U.S. Department of Health and Human Services: Science Education Partnership Award (R25)Deadline: November 20, 2017
The Science Education Partnership Award (SEPA) is presented through the National Institute of Health (NIH) in partnership with the National Institute of General Medical Sciences (NIGMS). SEPA supports P-12 and informal science education (ISE) activities that: (1) enhance the diversity of the biomedical, behavioral and clinical research workforce; and (2) foster a better understanding of NIH-funded biomedical, behavioral, and clinical research and its public health implications. Applications that target P-12 or ISE topics that may not be addressed by existing school, community, or ISE-based activities are encouraged.
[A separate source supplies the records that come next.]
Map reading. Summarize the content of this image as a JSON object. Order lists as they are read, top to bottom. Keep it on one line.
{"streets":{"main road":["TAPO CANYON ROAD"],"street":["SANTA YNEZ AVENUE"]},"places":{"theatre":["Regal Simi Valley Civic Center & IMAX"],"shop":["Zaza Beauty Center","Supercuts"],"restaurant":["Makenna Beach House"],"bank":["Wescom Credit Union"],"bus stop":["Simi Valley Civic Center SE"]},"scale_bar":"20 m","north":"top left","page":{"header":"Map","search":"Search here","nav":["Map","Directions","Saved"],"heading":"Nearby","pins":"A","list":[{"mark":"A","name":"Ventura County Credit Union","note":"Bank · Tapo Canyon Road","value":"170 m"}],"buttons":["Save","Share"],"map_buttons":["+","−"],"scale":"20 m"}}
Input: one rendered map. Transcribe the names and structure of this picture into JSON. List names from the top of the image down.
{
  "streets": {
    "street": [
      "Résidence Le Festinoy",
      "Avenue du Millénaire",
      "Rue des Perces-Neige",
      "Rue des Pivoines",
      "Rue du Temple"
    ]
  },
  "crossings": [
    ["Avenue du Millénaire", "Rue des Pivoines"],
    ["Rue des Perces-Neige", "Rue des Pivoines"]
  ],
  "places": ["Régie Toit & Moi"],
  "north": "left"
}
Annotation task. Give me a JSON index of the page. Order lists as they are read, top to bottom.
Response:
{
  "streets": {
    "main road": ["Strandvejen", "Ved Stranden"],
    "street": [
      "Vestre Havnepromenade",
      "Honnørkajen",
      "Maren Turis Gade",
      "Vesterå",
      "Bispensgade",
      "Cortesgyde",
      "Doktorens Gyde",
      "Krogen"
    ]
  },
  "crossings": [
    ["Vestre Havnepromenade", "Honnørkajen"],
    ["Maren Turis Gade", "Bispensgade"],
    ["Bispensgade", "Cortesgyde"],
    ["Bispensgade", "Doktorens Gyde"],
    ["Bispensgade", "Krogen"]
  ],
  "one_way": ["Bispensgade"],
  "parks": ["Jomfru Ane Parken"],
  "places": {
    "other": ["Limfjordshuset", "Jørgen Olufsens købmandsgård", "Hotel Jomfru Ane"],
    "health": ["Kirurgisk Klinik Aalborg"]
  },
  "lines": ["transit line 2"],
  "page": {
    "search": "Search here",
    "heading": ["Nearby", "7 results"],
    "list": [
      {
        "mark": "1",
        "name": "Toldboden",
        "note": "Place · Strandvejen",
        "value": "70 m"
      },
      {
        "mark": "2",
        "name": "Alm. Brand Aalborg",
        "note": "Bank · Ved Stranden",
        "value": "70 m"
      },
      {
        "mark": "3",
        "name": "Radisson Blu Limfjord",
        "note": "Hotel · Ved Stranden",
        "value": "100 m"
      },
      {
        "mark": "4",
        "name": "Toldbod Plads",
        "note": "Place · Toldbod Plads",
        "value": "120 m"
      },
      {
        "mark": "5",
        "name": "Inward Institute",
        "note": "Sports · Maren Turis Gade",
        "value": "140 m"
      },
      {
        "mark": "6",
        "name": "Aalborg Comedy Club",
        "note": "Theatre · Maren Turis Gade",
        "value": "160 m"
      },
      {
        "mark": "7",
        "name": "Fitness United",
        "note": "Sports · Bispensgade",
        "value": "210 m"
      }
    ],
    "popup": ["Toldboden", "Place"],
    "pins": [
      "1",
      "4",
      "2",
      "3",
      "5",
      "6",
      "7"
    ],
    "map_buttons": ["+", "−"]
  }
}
SEPA will support creative educational activities with a primary focus on:
1. Courses for skills development: For example, advanced courses in a specific discipline or research area, clinical procedures for research, or specialized research techniques.
2. Research experiences: For example, for undergraduate students: to provide hands-on exposure to research, to reinforce their intent to graduate with a science degree, and/or to prepare them for graduate school admissions and/or careers in research; for graduate and medical, dental, nursing and other health professional students: to provide research experiences and related training not available through formal NIH training mechanisms; for postdoctorates, medical residents, and faculty: to extend their skills, experiences, and knowledge base; for high school and college science teachers: to enhance their science teaching.
3. Mentoring activities: For example, dedicated efforts at providing not only technical expertise, but advice, insight, and professional career skills to college students, graduate students, postdoctorates and/or early-career faculty.
4. Curriculum or Methods Development, including:
- Innovative and inquiry-based P-12 curricula that will increase student interest in Science, Technology, Engineering and Mathematics (STEM) topics, understanding of the scientific research process and motivation to pursue careers in basic and medical research. Examples include improving biomedical, behavioral, or clinical science education, or developing novel instructional approaches or computer-based educational tools.
- Citizen or crowd-sourced projects where non-scientists participate in scientific research either alone or in collaboration with scientists.
- Maker movement projects where students and teachers learn by “doing” or “making” in or outside the classroom.
- Veterinarian-based P-12 projects or ISE exhibits that will encourage students to consider careers in veterinary medicine or projects designed to educate students, teachers, and the community on the need for, and the ethical use of, animals in research.
- Curriculum or methods development activities for P-12 Teachers that provide instruction in novel approaches to STEM curriculum that challenge the current knowledge base of pedagogy and problem based learning.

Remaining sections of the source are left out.